(Dataset records)
--- START ---

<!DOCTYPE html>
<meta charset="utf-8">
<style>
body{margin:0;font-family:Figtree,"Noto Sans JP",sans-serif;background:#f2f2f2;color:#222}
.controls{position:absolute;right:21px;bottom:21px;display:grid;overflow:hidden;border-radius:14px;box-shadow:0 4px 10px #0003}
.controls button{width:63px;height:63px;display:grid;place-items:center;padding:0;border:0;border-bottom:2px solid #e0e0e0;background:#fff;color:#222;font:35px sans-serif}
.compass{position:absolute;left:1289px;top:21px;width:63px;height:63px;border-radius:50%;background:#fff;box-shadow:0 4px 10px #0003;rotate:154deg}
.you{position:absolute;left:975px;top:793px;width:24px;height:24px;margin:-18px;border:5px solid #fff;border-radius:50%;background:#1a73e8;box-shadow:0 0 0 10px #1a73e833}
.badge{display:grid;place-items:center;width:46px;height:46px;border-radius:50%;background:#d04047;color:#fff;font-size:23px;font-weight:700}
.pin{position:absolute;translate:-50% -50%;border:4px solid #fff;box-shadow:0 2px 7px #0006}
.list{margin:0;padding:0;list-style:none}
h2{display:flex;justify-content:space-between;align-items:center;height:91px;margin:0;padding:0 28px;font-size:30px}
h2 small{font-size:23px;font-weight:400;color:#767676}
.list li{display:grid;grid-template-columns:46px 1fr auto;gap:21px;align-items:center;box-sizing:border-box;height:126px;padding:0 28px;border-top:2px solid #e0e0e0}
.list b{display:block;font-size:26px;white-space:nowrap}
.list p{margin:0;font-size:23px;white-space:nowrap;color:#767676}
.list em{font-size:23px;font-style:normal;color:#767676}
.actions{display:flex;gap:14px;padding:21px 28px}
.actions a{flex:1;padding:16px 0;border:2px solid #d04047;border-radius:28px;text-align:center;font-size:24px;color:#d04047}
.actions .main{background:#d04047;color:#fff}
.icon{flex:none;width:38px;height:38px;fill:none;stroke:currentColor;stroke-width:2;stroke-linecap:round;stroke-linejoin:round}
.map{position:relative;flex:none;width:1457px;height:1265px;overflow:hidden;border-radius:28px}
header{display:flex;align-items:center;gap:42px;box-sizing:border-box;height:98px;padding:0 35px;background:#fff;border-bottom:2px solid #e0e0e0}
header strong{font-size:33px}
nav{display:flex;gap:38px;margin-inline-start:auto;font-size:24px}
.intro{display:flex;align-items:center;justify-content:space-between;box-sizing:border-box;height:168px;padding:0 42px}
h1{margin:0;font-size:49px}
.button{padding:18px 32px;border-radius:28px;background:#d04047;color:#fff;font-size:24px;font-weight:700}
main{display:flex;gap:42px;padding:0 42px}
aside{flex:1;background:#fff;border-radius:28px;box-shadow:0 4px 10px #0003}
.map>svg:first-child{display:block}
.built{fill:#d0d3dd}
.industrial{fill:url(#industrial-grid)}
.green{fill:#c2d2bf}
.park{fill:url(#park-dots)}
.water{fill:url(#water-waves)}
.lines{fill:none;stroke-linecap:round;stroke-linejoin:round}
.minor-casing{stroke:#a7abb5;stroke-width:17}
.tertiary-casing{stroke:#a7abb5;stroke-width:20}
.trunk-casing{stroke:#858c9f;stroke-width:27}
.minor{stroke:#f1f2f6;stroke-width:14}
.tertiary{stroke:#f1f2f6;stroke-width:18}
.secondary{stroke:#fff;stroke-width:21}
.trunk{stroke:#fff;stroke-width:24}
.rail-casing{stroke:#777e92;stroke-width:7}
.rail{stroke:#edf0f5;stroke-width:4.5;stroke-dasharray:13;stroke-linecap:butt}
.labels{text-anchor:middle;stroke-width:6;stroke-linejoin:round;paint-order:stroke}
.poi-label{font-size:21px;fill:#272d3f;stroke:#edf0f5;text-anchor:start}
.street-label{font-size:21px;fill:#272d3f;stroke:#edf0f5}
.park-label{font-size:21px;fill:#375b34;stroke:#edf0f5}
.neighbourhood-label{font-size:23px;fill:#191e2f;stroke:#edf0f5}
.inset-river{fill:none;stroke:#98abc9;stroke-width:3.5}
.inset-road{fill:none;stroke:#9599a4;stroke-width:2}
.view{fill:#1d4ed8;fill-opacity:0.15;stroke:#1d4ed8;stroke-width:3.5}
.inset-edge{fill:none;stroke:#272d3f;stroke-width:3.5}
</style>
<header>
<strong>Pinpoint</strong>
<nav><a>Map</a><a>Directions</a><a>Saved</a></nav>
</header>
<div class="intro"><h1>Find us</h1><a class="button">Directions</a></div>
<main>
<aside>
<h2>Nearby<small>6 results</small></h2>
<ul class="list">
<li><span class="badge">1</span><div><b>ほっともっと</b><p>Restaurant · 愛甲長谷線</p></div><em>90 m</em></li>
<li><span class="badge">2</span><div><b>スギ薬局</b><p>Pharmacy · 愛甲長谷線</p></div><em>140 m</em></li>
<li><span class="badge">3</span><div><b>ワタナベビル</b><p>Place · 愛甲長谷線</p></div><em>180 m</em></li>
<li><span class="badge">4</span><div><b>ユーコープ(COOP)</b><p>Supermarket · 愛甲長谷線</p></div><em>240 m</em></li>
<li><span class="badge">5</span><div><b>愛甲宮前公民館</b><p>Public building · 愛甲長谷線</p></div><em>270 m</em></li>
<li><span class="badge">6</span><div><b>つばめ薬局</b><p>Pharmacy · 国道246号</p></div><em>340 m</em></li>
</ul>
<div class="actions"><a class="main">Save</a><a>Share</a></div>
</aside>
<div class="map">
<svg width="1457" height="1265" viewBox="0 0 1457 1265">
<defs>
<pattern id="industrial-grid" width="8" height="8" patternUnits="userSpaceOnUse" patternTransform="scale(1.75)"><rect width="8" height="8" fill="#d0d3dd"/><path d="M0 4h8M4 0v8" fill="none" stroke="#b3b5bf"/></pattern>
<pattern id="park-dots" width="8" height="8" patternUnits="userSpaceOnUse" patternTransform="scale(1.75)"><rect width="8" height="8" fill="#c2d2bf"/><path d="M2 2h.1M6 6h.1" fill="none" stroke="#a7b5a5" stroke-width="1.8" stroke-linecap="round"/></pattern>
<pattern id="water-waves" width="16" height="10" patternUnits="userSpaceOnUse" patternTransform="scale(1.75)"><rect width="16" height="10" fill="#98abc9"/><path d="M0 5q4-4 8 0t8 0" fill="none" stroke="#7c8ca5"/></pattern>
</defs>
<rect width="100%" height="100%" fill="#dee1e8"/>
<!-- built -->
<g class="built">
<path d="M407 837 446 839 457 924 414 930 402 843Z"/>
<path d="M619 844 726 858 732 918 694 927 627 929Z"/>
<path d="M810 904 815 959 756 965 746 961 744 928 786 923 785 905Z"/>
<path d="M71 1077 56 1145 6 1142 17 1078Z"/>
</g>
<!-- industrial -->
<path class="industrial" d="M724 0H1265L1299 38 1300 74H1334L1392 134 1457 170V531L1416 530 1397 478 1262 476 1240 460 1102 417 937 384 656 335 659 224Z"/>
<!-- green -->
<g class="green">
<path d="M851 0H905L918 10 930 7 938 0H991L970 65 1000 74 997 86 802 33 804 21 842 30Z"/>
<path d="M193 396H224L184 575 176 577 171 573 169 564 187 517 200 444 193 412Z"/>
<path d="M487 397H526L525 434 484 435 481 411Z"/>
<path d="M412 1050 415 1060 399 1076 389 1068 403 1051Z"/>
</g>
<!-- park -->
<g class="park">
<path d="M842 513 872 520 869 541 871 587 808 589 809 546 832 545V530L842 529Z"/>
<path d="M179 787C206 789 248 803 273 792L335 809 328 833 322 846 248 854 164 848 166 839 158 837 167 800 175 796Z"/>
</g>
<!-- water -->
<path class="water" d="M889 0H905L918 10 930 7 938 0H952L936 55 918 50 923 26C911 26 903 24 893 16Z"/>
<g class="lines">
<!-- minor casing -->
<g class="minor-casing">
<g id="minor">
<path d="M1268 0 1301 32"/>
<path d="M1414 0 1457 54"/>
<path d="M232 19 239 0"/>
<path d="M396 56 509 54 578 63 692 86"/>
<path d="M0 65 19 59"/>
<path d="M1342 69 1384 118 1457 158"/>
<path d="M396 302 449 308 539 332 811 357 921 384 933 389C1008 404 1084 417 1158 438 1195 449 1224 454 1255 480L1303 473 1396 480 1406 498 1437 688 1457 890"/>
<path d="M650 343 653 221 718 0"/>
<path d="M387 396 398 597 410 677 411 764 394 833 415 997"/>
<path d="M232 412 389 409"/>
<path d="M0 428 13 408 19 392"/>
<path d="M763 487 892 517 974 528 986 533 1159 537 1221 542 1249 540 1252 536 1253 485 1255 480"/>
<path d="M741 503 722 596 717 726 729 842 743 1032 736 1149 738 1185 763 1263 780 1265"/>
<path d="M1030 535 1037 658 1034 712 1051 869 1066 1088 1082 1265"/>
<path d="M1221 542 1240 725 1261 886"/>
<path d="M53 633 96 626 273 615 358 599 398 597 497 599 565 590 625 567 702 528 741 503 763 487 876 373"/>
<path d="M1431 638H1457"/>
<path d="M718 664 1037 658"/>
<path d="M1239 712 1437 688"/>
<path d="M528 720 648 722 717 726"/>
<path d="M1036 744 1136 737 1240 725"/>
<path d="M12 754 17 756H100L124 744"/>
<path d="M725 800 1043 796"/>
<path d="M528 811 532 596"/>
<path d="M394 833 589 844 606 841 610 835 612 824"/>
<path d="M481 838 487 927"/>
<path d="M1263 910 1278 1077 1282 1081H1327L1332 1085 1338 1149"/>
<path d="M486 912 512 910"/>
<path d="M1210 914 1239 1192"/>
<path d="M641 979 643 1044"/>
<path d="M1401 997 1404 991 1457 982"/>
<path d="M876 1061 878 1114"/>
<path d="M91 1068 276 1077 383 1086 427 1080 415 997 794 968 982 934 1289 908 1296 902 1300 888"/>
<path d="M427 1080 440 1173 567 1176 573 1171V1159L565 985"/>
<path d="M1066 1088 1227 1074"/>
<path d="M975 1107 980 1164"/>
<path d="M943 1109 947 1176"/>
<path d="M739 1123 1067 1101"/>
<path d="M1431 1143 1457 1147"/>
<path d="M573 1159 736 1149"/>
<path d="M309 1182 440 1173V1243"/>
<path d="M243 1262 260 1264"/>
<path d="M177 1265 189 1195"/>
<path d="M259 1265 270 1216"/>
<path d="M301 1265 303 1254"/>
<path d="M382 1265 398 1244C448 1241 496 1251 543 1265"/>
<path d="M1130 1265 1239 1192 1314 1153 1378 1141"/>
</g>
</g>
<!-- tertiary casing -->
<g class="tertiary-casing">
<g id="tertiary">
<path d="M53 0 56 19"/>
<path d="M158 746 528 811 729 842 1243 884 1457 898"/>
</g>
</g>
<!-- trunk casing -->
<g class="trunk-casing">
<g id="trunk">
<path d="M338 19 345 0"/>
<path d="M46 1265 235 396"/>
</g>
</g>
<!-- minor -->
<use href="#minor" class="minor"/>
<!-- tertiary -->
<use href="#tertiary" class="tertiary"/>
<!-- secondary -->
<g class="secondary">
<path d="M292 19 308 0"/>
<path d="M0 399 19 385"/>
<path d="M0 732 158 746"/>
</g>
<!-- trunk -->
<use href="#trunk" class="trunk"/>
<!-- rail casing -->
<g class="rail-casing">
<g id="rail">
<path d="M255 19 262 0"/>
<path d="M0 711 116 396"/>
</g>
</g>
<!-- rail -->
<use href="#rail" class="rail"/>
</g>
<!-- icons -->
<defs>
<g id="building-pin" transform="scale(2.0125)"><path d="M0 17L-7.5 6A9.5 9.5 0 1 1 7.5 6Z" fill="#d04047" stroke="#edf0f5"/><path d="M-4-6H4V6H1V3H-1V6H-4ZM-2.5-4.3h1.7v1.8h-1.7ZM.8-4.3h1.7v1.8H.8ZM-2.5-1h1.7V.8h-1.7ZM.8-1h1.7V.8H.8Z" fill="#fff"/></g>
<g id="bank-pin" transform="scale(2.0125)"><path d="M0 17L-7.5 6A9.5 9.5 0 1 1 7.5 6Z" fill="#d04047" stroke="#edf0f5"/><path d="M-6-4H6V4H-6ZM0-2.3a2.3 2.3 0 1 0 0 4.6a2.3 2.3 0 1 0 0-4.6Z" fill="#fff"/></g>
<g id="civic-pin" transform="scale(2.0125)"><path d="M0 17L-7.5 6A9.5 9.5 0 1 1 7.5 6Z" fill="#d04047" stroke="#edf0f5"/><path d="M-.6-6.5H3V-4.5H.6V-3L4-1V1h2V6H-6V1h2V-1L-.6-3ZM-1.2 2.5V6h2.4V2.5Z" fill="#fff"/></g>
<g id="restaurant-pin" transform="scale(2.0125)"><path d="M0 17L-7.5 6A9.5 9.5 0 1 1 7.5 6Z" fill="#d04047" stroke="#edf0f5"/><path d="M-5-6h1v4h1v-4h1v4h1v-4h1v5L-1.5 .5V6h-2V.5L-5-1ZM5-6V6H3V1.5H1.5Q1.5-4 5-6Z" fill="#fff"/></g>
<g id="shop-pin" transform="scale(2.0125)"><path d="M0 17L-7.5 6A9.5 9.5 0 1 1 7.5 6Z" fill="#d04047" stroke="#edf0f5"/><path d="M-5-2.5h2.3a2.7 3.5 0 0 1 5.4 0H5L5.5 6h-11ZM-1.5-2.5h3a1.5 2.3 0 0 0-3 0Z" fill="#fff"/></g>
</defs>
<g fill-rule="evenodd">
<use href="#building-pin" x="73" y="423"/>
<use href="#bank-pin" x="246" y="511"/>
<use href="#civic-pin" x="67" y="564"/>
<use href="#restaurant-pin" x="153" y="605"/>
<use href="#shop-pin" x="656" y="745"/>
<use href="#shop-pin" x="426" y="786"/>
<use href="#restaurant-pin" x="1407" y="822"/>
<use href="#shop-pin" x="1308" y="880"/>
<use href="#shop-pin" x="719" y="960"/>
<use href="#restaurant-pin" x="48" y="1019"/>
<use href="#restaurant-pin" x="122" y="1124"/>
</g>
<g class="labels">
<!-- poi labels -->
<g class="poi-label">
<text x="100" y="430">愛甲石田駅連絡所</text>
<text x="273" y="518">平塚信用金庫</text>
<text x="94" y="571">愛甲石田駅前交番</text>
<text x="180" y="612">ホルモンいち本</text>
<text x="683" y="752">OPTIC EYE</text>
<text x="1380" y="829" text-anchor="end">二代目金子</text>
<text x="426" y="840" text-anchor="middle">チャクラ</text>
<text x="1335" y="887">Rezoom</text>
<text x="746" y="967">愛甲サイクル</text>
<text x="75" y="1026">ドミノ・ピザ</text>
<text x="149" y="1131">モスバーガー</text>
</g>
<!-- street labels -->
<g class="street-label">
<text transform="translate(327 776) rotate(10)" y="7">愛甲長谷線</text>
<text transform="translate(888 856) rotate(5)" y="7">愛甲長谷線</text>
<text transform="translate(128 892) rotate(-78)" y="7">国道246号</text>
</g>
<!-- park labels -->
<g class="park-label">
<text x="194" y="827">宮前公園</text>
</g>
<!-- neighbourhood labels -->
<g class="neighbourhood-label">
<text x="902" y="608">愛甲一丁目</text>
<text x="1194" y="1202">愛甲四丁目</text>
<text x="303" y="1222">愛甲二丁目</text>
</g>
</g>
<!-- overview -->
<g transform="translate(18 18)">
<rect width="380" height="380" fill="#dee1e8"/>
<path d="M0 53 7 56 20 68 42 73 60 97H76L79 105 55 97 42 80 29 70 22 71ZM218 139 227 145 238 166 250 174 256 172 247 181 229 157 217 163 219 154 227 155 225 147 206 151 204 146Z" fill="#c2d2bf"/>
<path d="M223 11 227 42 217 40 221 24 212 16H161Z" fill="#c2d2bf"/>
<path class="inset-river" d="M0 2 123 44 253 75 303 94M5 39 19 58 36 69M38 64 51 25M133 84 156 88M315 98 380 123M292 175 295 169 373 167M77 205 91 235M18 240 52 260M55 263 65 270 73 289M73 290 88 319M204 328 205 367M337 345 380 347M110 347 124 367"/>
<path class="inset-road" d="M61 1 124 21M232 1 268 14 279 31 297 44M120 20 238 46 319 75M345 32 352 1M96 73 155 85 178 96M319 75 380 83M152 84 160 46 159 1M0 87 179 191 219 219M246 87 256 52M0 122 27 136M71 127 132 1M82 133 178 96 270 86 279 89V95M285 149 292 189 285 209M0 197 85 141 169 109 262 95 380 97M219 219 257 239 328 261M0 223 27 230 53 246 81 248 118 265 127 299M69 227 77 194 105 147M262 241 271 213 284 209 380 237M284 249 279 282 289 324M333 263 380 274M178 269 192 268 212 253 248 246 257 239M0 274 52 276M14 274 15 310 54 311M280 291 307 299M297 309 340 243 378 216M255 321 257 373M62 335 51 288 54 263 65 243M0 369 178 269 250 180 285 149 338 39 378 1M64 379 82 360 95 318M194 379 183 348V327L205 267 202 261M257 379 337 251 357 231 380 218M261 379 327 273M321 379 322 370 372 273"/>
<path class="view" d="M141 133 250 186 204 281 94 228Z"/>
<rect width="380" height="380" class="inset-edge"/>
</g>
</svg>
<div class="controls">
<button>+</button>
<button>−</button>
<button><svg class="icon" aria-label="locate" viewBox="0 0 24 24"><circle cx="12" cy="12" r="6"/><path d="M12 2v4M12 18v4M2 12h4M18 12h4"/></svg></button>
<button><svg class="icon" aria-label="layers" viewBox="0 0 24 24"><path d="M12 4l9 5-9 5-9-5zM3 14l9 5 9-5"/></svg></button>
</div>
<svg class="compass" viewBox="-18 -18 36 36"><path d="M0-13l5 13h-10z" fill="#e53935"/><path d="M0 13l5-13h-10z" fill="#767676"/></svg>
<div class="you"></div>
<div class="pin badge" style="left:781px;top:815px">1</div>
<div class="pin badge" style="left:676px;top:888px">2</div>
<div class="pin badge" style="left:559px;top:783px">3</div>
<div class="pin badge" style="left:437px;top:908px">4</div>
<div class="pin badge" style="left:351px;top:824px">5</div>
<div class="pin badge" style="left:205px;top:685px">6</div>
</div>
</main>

--- END ---

### What is needed
Your answer should be only the number of lines, in the entries above, that include "list".

### Task answer
6